AIM OF THE TASK ▸ Please print the records below word for word.

SUPPLIED RECORDS ▸
►
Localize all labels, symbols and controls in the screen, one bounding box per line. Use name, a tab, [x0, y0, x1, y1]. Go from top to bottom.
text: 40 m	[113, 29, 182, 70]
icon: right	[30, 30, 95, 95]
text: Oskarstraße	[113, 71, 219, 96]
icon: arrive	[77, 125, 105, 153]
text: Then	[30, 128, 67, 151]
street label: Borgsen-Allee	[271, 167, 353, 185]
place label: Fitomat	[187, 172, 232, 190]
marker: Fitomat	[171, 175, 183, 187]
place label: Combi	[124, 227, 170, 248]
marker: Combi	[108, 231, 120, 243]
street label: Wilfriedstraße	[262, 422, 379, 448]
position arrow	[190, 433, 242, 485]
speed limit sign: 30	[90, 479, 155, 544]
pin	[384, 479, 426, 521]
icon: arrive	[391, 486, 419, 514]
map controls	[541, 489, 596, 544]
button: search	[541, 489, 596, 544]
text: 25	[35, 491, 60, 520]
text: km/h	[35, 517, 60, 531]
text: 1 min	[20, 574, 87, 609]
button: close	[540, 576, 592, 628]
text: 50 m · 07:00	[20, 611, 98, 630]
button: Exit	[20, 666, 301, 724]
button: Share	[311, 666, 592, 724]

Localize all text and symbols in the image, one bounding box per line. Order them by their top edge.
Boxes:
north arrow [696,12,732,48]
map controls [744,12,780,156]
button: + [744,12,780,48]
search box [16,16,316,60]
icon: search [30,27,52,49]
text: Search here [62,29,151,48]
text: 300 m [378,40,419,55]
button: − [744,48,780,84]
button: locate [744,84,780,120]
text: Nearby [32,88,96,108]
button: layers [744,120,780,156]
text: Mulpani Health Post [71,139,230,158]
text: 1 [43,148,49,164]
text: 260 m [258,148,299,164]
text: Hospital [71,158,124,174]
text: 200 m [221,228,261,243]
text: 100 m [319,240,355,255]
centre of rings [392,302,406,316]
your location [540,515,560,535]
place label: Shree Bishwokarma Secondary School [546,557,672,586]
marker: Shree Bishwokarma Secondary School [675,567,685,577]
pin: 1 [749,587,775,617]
◄
FINISHED EXERCISE ▸
Localize all labels, symbols and controls in the screen, one bounding box per line. Use name, a tab, [x0, y0, x1, y1]. Go from top to bottom.
text: 40 m	[113, 29, 182, 70]
icon: right	[30, 30, 95, 95]
text: Oskarstraße	[113, 71, 219, 96]
icon: arrive	[77, 125, 105, 153]
text: Then	[30, 128, 67, 151]
street label: Borgsen-Allee	[271, 167, 353, 185]
place label: Fitomat	[187, 172, 232, 190]
marker: Fitomat	[171, 175, 183, 187]
place label: Combi	[124, 227, 170, 248]
marker: Combi	[108, 231, 120, 243]
street label: Wilfriedstraße	[262, 422, 379, 448]
position arrow	[190, 433, 242, 485]
speed limit sign: 30	[90, 479, 155, 544]
pin	[384, 479, 426, 521]
icon: arrive	[391, 486, 419, 514]
map controls	[541, 489, 596, 544]
button: search	[541, 489, 596, 544]
text: 25	[35, 491, 60, 520]
text: km/h	[35, 517, 60, 531]
text: 1 min	[20, 574, 87, 609]
button: close	[540, 576, 592, 628]
text: 50 m · 07:00	[20, 611, 98, 630]
button: Exit	[20, 666, 301, 724]
button: Share	[311, 666, 592, 724]

Localize all text and symbols in the image, one bounding box per line. Order them by their top edge.
Boxes:
north arrow [696,12,732,48]
map controls [744,12,780,156]
button: + [744,12,780,48]
search box [16,16,316,60]
icon: search [30,27,52,49]
text: Search here [62,29,151,48]
text: 300 m [378,40,419,55]
button: − [744,48,780,84]
button: locate [744,84,780,120]
text: Nearby [32,88,96,108]
button: layers [744,120,780,156]
text: Mulpani Health Post [71,139,230,158]
text: 1 [43,148,49,164]
text: 260 m [258,148,299,164]
text: Hospital [71,158,124,174]
text: 200 m [221,228,261,243]
text: 100 m [319,240,355,255]
centre of rings [392,302,406,316]
your location [540,515,560,535]
place label: Shree Bishwokarma Secondary School [546,557,672,586]
marker: Shree Bishwokarma Secondary School [675,567,685,577]
pin: 1 [749,587,775,617]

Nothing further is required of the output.